→ **Task directions**
Say how many lines in the records contain "Rodrigues". The reply must consist of the number alone.
════════════════════
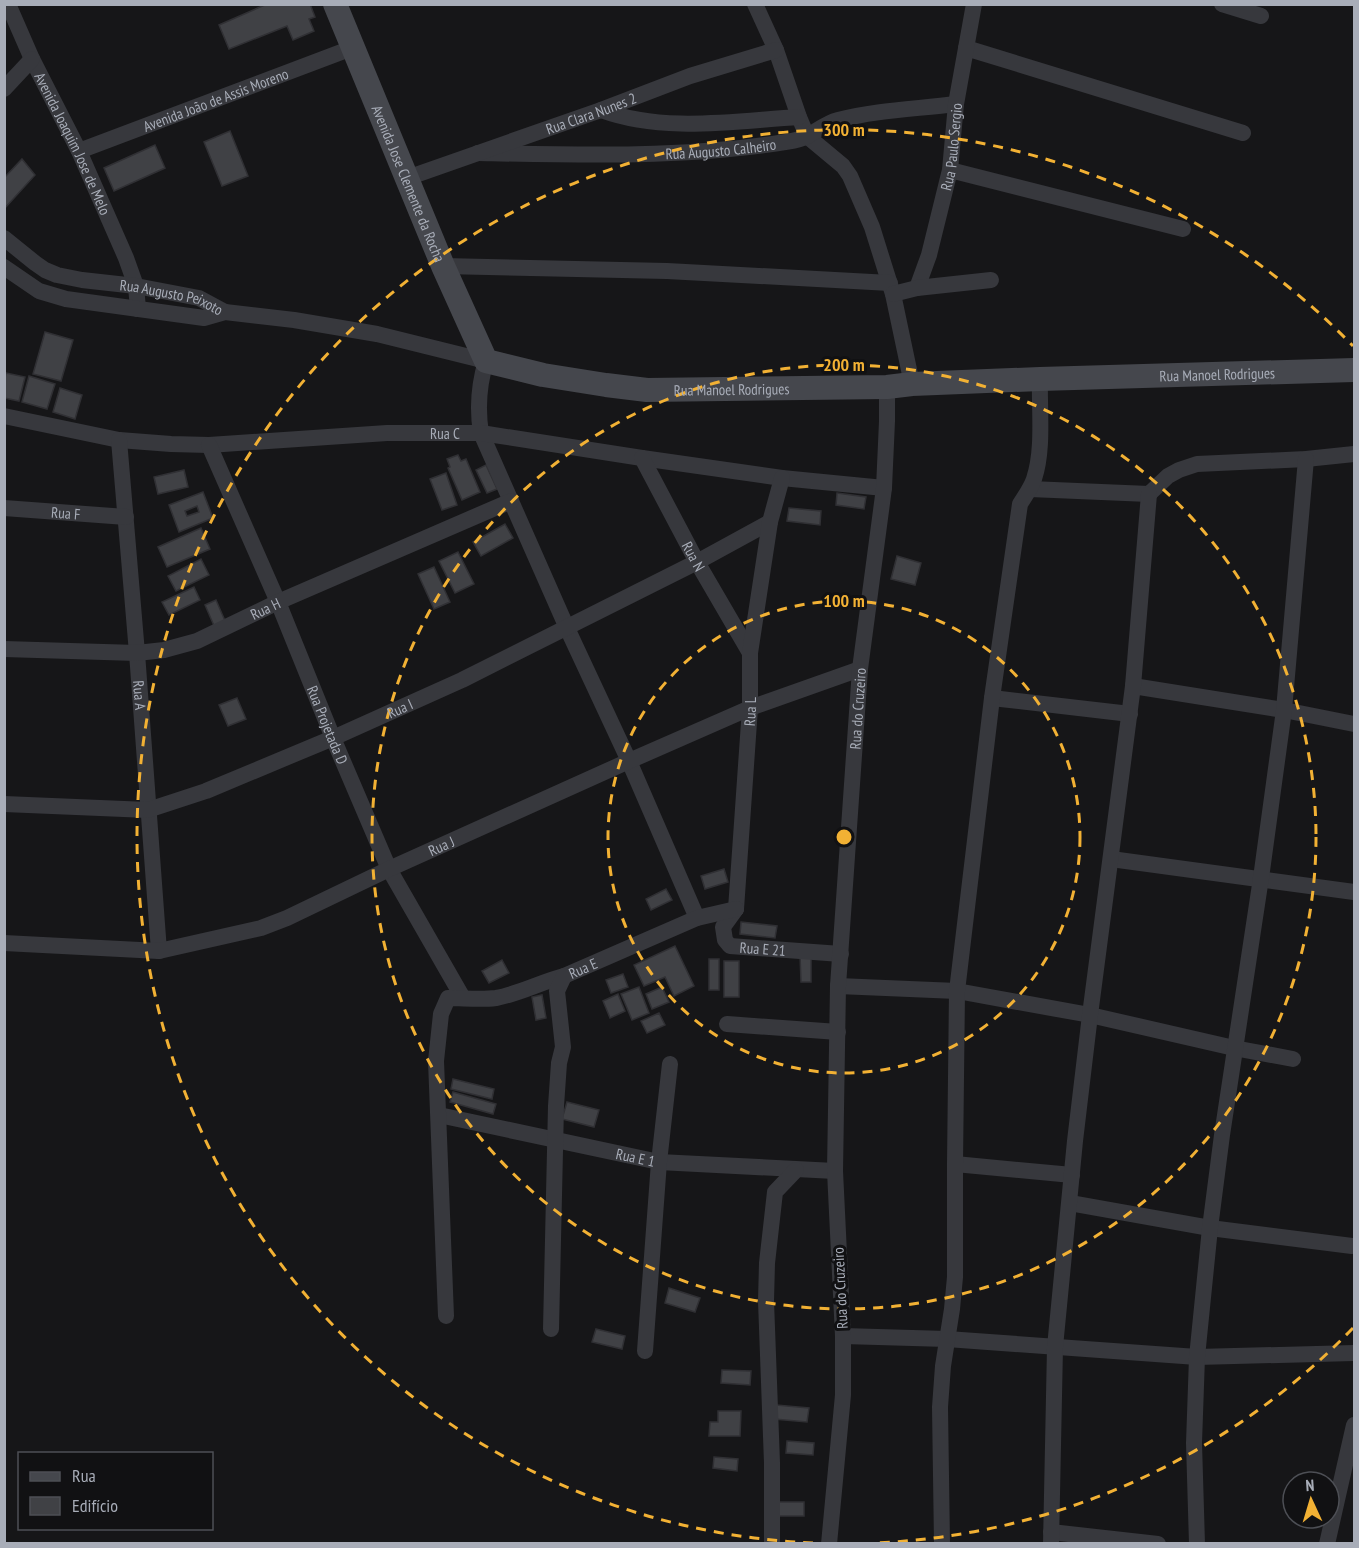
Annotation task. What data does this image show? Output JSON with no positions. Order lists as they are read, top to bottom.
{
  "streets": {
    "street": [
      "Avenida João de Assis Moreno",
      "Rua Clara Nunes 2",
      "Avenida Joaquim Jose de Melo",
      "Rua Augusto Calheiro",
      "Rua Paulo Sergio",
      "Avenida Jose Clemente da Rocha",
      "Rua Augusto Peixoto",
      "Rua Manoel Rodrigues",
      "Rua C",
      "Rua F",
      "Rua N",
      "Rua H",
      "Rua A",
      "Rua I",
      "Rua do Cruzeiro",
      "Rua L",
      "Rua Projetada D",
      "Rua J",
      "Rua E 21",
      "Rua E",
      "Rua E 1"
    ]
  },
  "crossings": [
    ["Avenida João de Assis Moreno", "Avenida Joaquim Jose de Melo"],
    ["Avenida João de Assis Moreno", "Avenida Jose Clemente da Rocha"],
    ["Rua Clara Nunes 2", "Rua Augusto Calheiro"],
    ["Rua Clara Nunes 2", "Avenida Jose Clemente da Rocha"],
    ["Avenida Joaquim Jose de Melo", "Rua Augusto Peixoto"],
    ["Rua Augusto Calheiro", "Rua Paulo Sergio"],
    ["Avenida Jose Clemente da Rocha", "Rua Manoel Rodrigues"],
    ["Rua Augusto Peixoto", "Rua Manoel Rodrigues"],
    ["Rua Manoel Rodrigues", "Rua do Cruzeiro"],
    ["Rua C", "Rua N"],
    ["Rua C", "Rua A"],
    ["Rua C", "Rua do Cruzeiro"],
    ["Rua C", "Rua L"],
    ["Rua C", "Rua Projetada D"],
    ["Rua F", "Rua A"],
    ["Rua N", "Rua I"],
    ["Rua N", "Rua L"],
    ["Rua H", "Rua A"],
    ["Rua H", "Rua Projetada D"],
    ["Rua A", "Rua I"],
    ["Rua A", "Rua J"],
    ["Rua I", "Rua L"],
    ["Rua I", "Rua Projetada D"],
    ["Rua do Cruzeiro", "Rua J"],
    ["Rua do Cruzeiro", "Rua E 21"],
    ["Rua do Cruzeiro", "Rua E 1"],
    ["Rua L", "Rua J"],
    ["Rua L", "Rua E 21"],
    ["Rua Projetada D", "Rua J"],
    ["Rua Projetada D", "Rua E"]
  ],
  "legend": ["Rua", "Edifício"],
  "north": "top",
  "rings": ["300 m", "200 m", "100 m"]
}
════════════════════
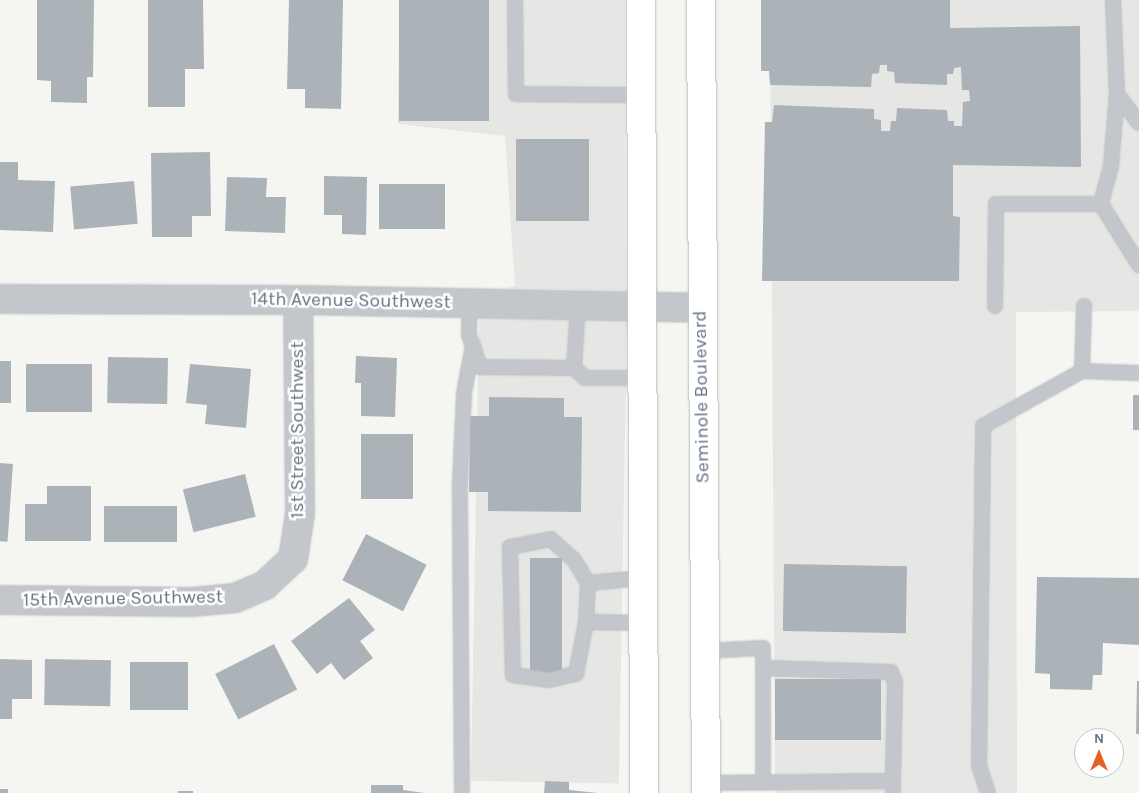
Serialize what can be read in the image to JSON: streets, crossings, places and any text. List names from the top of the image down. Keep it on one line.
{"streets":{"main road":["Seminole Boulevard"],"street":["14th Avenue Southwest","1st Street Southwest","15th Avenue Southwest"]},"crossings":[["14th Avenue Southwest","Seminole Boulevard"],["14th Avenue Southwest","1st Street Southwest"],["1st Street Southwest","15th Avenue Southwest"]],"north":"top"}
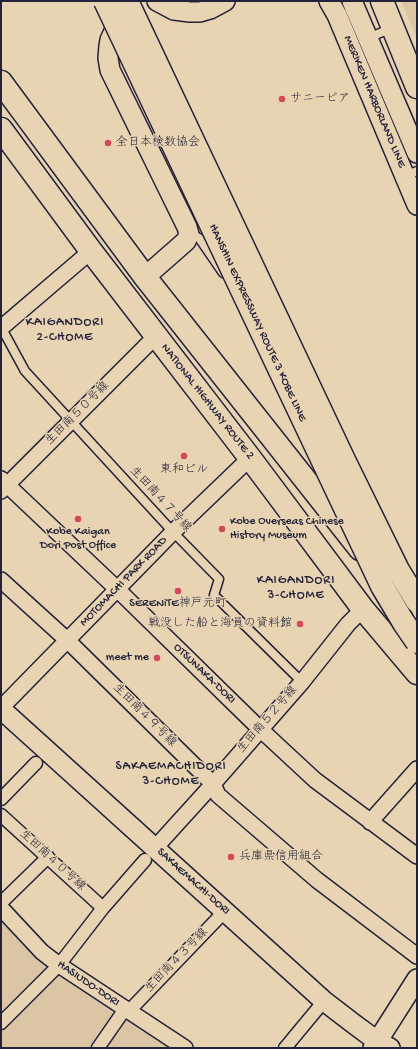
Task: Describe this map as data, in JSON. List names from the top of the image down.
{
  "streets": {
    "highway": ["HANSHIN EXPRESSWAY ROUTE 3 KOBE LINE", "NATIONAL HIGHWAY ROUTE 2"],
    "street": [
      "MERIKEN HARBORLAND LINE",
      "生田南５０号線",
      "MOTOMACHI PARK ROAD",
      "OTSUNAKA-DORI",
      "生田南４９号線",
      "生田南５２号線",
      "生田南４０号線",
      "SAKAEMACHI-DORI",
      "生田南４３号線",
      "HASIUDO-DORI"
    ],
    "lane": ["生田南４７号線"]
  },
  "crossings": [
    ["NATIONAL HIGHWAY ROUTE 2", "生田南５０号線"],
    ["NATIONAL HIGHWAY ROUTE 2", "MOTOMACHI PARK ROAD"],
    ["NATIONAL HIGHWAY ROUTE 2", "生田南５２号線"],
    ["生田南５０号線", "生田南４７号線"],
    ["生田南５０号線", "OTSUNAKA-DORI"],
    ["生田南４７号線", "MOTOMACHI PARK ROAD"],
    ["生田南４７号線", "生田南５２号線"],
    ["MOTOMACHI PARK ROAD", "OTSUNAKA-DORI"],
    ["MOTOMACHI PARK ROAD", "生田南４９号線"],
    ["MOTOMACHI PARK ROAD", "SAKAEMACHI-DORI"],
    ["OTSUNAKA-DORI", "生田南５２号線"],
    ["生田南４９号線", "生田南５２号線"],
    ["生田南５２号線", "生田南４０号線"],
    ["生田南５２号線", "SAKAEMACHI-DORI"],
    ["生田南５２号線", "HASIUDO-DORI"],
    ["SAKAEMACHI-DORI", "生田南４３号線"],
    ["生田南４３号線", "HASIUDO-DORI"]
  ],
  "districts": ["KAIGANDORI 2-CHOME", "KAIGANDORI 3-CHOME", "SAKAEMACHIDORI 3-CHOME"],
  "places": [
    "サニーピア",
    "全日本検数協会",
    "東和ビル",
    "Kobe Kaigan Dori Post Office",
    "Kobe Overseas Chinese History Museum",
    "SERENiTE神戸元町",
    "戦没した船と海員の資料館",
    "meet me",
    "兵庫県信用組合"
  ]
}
════════════════════
→ **Response**
4